Even so, Francois and Landau kept in contact. “Along the way, from time to time, not presuming too much, I would try to pitch some ideas. They would turn me down — always. Obviously, I didn’t want to abuse my relationship,” says Francois. “But I’m a car salesman, so I can’t help but try to sell my ideas. It never worked. It never worked.”
Until early in 2021. David DeMuth, the CEO of Doner, one of the company’s ad agencies, reached out to Francois with something he thought warranted attention.

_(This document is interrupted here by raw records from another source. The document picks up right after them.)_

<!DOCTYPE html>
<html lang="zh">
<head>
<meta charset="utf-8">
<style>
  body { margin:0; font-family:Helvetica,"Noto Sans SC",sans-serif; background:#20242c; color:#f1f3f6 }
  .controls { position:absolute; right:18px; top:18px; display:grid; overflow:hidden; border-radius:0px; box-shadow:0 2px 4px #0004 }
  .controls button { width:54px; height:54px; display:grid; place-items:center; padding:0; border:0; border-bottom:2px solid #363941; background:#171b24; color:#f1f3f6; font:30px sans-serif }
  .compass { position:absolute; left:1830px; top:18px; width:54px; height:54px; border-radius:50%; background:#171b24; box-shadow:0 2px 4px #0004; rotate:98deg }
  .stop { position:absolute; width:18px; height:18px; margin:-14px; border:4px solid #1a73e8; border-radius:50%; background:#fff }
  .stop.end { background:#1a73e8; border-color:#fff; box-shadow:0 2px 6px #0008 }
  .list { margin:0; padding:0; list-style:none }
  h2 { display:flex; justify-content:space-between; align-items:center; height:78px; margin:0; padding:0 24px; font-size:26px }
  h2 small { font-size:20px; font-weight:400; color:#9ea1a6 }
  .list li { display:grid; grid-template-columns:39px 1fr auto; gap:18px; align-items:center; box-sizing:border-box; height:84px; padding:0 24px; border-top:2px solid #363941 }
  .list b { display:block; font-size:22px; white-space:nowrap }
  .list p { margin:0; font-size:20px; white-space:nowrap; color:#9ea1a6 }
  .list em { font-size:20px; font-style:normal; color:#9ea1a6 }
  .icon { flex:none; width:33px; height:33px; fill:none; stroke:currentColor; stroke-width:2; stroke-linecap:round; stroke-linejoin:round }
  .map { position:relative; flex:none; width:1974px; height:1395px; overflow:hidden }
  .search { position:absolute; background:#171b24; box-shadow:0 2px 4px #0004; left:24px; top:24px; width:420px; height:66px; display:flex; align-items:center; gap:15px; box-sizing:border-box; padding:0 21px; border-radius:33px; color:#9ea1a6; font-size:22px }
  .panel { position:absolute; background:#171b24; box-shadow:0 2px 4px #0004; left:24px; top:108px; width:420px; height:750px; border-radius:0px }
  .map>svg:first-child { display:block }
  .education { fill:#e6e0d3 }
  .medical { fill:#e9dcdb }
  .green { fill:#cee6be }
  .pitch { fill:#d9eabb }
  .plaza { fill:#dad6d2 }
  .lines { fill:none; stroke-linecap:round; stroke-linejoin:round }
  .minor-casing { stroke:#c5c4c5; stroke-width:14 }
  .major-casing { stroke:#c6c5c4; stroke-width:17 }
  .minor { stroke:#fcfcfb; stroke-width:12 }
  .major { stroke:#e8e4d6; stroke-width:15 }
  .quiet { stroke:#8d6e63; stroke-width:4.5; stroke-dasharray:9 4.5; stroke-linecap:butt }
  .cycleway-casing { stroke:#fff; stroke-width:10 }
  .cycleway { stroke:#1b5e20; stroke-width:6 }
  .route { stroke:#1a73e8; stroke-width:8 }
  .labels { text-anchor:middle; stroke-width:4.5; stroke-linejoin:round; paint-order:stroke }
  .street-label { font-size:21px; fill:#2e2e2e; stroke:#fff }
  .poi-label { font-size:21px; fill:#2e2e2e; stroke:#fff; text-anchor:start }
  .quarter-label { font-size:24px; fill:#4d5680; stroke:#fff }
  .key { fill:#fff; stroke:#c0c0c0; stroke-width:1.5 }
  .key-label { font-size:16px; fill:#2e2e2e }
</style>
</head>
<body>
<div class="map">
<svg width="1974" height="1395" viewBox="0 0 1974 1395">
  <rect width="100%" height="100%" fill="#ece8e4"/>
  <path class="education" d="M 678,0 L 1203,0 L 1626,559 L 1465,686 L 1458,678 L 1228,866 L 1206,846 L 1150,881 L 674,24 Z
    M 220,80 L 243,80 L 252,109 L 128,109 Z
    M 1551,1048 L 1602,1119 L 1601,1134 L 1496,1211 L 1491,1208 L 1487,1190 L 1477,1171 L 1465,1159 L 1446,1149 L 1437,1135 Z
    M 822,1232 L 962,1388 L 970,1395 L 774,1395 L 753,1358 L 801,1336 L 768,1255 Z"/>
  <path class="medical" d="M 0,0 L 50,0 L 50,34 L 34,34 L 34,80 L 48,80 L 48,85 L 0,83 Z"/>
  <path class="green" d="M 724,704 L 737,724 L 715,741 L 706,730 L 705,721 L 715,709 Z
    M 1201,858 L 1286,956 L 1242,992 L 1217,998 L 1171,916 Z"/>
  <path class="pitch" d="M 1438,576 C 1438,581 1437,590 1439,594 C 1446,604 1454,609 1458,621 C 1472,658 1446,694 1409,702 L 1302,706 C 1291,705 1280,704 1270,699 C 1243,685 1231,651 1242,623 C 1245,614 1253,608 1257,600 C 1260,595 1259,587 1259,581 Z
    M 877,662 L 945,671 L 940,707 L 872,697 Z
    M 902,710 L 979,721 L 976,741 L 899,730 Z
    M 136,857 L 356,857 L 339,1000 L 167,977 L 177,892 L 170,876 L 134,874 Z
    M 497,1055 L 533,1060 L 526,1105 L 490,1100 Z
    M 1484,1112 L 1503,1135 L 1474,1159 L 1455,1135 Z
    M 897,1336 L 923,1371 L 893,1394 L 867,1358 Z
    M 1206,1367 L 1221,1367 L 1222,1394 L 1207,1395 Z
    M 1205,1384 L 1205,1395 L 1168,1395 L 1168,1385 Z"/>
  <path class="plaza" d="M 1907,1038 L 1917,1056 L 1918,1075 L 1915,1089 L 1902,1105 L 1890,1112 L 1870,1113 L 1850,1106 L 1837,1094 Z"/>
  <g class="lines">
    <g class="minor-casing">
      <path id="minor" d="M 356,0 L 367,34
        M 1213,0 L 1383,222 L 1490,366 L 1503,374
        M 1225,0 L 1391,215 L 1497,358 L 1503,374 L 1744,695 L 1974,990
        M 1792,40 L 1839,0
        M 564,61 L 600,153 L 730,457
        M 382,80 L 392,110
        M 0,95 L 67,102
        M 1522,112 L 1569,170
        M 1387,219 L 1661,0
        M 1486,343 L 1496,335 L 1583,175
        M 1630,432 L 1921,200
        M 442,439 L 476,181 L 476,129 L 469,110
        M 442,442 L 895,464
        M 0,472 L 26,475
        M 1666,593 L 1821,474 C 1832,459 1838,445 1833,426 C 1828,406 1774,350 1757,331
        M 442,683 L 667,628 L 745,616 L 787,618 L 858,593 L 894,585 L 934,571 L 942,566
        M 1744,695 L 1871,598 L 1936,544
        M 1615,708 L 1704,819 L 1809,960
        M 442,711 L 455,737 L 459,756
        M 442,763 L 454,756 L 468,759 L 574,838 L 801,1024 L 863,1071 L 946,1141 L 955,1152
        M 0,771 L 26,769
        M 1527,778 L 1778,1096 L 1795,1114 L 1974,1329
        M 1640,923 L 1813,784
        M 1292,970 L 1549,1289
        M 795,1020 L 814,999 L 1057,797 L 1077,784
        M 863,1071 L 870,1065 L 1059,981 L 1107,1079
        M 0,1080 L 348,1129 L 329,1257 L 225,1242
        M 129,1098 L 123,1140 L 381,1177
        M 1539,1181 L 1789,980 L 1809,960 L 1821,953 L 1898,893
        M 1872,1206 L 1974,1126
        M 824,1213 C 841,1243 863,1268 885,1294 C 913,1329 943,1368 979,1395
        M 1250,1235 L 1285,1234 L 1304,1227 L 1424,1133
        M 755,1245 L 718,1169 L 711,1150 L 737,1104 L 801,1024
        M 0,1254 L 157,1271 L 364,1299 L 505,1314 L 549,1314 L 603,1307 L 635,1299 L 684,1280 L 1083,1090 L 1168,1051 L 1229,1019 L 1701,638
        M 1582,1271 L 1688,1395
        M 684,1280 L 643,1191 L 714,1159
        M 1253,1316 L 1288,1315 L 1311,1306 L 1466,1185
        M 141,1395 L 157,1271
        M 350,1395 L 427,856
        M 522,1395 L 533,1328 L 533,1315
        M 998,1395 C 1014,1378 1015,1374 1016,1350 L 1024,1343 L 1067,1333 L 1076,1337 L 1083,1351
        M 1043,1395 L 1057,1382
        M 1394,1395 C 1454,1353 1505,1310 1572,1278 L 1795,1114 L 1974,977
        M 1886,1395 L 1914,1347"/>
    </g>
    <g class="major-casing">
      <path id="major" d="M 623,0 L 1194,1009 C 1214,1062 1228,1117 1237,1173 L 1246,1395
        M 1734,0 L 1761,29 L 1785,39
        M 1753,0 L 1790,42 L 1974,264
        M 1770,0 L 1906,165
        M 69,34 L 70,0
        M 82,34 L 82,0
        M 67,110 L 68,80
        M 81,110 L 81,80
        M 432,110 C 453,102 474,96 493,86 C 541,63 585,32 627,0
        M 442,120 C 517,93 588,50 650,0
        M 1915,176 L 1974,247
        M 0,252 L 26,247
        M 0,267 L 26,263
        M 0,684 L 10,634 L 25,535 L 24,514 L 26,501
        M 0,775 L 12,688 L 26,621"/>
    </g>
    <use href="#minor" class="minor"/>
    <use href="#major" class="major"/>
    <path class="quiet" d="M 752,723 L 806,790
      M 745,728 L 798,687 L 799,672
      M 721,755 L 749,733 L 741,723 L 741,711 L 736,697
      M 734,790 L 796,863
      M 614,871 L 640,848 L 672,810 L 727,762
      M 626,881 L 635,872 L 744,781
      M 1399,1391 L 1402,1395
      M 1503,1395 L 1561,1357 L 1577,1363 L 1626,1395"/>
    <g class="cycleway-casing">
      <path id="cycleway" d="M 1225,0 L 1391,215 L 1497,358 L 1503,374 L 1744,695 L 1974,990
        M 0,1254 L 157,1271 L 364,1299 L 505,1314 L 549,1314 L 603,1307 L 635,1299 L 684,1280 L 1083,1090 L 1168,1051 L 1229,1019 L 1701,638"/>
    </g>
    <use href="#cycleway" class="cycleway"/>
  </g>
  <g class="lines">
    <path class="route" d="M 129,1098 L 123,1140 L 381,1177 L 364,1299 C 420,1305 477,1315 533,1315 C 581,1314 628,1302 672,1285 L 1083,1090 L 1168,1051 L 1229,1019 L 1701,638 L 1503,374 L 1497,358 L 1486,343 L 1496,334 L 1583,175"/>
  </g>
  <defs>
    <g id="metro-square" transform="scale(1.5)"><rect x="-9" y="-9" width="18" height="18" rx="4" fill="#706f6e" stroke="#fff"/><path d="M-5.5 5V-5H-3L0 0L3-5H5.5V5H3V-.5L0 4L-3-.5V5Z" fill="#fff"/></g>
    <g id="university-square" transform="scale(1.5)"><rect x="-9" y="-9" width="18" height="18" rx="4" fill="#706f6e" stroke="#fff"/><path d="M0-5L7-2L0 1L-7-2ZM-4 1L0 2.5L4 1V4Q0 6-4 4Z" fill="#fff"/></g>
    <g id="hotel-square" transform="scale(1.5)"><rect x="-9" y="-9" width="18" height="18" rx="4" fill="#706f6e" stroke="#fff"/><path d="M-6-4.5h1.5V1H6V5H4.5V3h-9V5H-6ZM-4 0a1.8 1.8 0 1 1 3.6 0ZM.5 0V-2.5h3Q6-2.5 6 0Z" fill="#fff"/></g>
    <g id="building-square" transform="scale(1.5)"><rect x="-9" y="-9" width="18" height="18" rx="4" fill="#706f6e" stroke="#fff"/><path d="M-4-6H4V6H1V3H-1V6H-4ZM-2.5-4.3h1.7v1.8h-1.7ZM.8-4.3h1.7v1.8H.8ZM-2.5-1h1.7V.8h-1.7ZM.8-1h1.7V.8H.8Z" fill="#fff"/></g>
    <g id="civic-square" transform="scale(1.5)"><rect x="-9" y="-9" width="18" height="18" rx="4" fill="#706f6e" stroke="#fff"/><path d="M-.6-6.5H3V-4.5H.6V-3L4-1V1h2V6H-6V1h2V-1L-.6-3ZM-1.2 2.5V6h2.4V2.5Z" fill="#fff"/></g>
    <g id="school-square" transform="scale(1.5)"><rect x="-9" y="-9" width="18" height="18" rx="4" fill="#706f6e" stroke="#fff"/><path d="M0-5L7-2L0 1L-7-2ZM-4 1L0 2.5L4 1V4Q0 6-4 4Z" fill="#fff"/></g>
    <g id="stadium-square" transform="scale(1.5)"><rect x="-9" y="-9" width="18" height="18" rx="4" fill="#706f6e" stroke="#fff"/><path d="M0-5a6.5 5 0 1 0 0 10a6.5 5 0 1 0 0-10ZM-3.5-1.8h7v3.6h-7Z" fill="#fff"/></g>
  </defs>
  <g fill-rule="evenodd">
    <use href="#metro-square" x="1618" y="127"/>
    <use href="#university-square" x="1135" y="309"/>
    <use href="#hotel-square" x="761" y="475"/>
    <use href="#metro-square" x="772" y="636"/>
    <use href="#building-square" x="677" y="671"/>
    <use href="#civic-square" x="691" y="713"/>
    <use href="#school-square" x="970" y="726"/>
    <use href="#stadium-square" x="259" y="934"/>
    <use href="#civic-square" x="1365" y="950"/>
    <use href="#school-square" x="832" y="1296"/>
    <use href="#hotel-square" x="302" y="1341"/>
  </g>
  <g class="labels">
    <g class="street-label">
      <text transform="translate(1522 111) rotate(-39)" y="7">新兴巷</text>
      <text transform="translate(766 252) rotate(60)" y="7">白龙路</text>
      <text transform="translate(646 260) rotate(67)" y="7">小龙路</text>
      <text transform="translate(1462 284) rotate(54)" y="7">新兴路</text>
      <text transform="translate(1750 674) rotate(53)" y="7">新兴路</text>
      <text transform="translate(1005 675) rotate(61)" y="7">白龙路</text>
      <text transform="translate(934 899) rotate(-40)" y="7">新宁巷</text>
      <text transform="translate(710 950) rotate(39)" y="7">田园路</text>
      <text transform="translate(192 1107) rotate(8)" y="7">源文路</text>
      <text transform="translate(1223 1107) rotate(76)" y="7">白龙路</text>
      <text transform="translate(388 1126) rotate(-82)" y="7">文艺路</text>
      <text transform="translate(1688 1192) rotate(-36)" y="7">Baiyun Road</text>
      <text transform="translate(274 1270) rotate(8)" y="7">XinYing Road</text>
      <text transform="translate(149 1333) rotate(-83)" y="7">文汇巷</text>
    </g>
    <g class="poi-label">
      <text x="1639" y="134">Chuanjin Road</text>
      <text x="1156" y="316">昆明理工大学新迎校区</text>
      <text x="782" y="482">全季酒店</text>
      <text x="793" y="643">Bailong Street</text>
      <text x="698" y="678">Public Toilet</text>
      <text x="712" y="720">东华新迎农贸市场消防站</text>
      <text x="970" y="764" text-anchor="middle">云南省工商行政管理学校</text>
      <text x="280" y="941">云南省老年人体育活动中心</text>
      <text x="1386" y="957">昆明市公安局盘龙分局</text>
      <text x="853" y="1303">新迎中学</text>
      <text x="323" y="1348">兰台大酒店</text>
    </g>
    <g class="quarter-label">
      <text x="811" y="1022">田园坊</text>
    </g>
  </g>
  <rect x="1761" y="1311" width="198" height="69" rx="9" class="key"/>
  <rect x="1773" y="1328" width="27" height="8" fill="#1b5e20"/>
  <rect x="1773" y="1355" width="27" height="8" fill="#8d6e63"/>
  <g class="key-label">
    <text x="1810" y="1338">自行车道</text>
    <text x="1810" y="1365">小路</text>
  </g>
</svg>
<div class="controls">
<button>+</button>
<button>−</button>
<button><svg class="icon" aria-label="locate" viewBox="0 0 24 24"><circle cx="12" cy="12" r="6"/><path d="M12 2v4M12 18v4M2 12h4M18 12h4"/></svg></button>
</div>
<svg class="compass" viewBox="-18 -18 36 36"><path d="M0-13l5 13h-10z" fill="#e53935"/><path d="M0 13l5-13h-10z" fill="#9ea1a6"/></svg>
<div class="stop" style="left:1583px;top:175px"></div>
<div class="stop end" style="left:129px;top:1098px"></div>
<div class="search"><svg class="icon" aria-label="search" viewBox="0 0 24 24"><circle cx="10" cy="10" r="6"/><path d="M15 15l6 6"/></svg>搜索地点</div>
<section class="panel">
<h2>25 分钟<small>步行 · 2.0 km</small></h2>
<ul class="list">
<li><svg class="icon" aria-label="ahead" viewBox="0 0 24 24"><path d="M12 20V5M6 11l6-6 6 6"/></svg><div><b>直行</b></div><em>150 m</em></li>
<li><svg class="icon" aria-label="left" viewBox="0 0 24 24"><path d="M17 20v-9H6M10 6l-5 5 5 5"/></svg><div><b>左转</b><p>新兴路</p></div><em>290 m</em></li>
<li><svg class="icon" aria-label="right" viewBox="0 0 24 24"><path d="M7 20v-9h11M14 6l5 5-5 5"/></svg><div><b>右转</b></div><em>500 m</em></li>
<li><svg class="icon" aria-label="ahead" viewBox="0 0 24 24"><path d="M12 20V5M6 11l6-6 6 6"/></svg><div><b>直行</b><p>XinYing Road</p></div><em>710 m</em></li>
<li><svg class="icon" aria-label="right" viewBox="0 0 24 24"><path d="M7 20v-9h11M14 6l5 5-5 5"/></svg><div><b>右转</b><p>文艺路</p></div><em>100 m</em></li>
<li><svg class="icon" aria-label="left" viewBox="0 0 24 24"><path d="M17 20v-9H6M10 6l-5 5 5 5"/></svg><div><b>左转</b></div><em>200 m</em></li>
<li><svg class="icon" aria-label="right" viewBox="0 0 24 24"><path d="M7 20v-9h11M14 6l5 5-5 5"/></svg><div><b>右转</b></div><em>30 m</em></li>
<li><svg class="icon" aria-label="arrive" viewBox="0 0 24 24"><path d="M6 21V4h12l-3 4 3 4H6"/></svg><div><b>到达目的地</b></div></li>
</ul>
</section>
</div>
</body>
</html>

Based in Southfield, Michigan — close to Detroit, America’s auto-manufacturing center — Doner has a history of helping to sell cars. Its executives devised the famous “Zoom Zoom” slogan that was a big hit for Mazda for nearly 15 years. Now DeMuth had a script for a commercial called “The Middle.” The ad describes the tiny U.S. Center Chapel in Lebanon, purportedly in the exact geographic center of the contiguous 48 United States. The ad copy told of a church that “never closes. All are welcome to come meet here — in the middle. It’s no secret: the middle has been a hard place to get to lately, between red and blue, between servant and citizen, between our freedom and our fear.” Francois stored it in a folder in his computer.